Monday, April 14, 2014

"06-06-1944"

Hello again!

On Friday, Mackenzie and I were taken on a guided tour of Normandy's famed D-Day historical sites and Mackenzie was put to the test trying to remember her World War II history from last year. Our tour, booked through Overlord Tours, specifically emphasized the American involvement in the invasion of mainland Europe and looked at several of the actual battle grounds depicted in the HBO mini-series, "Band of Brothers." Overall, the tour was incredibly informative and fascinating, despite being quite long with us touring all over Bayeux from 8:30am to 5:30pm. Some of the highlights of the tour were...

The bunkers that were still intact from the 1940s, which we were able to go inside and climb around. These bunkers were found everywhere the fighting took place, but they were pretty hard to spot of the cliffs of Omaha beach; there they were tucked away so that the Allies couldn't locate them from the sun glinting off the metal in the daylight.

Omaha Beach, one of the two American beach heads established on D-Day; the others were nicknamed Sword (British), Juno (Canadian), Gold (British), and Utah (American). It was heartbreaking to hear about the awful odds that the first waves of soldiers faced when they reached the beach with an intact German defense raining rounds of ammunitions down on them. 

After touring Omaha beach, we headed up to the top of the bluff overlooking the beach, which is now where the American Cemetery is located. The entire monument consists of a reflection pool (symbolizing the English Channel) facing a semi-circle of stone pillars that have inscriptions of the movements of all the regiments on D-Day (symbolizing the . The statue in the middle is a man rising up out of the waves of the Channel, representing the American spirit of the men who gave their lives on that day in combat.

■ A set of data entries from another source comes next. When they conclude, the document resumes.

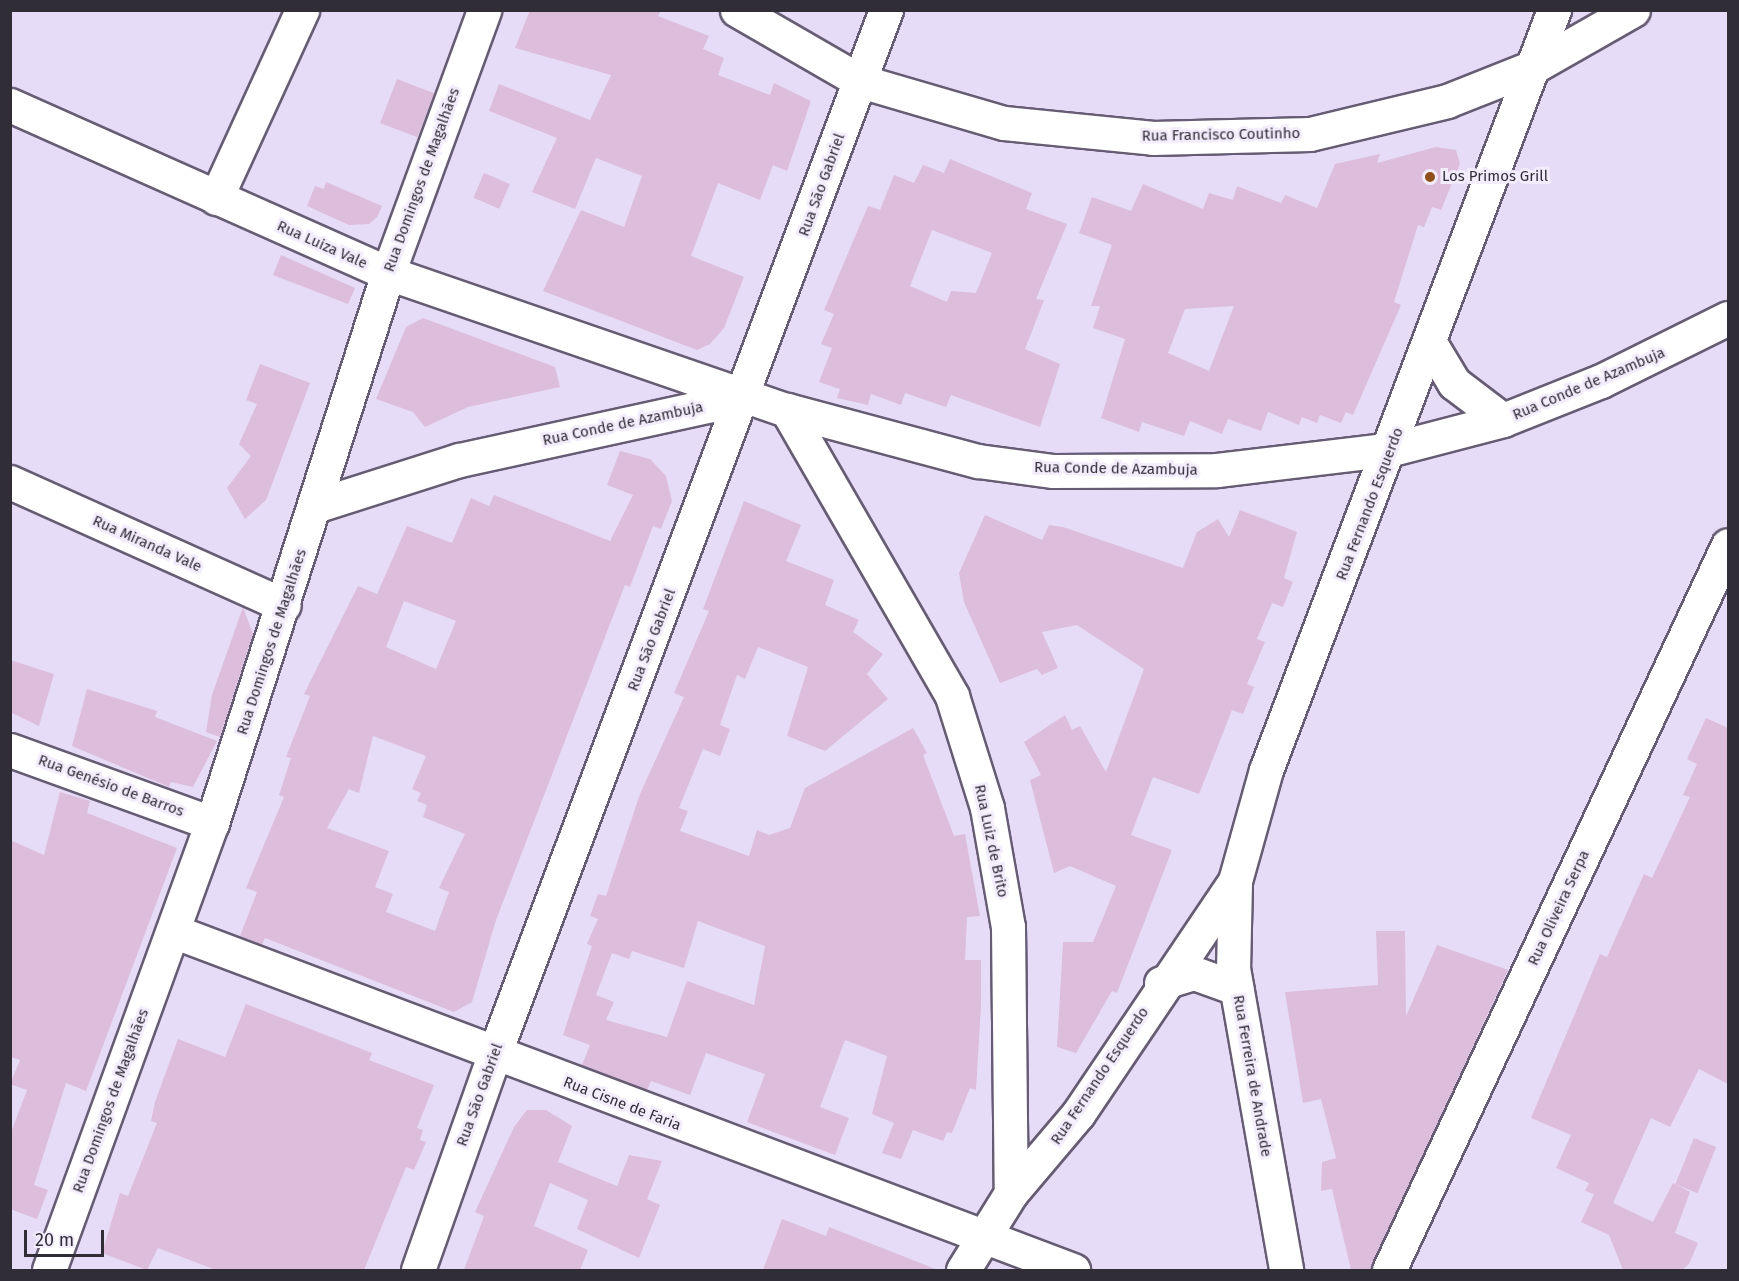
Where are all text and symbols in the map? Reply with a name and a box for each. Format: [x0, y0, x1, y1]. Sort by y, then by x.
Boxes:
street label: Rua Domingos de Magalhães [380, 86, 464, 274]
street label: Rua Francisco Coutinho [1142, 125, 1300, 145]
street label: Rua São Gabriel [795, 131, 849, 239]
place label: Los Primos Grill [1442, 168, 1548, 186]
marker: Los Primos Grill [1423, 170, 1437, 184]
street label: Rua Luiza Vale [274, 217, 370, 273]
street label: Rua Conde de Azambuja [1510, 344, 1668, 424]
street label: Rua Conde de Azambuja [541, 398, 705, 450]
street label: Rua Fernando Esquerdo [1333, 425, 1407, 583]
street label: Rua Conde de Azambuja [1034, 459, 1198, 479]
street label: Rua Miranda Vale [90, 512, 204, 576]
street label: Rua Domingos de Magalhães [233, 547, 311, 737]
street label: Rua São Gabriel [624, 586, 680, 694]
street label: Rua Genésio de Barros [36, 751, 186, 821]
street label: Rua Luiz de Brito [970, 783, 1012, 899]
street label: Rua Oliveira Serpa [1524, 847, 1594, 969]
street label: Rua Ferreira de Andrade [1229, 994, 1275, 1158]
street label: Rua Fernando Esquerdo [1047, 1004, 1153, 1148]
street label: Rua Domingos de Magalhães [69, 1007, 153, 1195]
street label: Rua São Gabriel [453, 1041, 507, 1149]
street label: Rua Cisne de Faria [561, 1073, 683, 1135]
scale bar [27, 1218, 106, 1256]
text: 20 m [35, 1229, 74, 1251]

Around 40% of the men who died at Normandy were buried in the American Cemetery, as per request by their next of kin. The grave markers were unusual, in the fact that they only gave the name of the soldier, their company, their hometown, and their death date...President Eisenhower, when he commissioned the building of the Cemetery and the reburial of all the soldiers from their mass graves down on the beach, claimed that he didn't want to look out on a sea of dead young men, therefore the birth dates on all the graves was never added so that you wouldn't be able to tell the man's age when he died.

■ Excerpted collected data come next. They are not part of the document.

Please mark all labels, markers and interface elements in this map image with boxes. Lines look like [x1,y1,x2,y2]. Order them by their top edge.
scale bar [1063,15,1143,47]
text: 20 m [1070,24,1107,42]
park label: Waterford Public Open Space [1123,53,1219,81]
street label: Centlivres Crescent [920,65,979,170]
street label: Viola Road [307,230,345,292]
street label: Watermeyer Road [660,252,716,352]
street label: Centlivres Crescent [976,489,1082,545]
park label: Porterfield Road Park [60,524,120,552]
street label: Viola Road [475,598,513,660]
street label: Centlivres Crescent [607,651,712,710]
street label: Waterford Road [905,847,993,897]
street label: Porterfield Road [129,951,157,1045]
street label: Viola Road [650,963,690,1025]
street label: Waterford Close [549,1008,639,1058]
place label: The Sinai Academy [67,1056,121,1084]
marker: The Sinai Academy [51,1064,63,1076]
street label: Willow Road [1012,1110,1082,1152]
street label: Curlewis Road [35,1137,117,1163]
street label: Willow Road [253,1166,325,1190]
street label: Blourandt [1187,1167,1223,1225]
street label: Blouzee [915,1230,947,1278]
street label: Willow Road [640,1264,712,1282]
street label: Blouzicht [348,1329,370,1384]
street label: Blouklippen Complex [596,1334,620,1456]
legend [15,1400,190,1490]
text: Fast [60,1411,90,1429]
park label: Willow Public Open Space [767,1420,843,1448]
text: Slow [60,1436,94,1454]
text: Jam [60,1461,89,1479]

The coastline of the Pointe du Hoc, the only place where men had to climb up the huge bluffs. This was also one of the most intense combat scenes on D-Day. 

The view of the English Channel from the inside of a German Command Station at the top of the Pointe du Hoc.

The top of the Pointe du Hoc was riddled with craters from shells exploding in the attempt to blow up the German guns stationed there. It was hard to imagine that the land used to be flat before World War II.

Mackenzie and I down in the middle of one of the shell craters just to show how deep they still were after all this time.

After visiting the Pointe du Hoc, we traveled over to Sainte Mére- Église to see the Musée Airborne. Both Mackenzie and I liked looking at all the different insignias and medals that the men wore on their uniforms; seeing the inside of the gliders was pretty amazing too.

The town's church, complete with a fake paratrooper stuck up on one of the spires, representing the actual event of paratrooper, John Steele, getting stuck on the church during his landing and watching the fighting from up above for two hours before he was discovered by the Germans. 

Brécourt Manor, one of the locations for a battle scene in the second episode of "Band of Brothers" when Easy Company, under the command of Major Dick Winters, took out four German guns that were shelling Utah beach while Americans were still trying to land ashore.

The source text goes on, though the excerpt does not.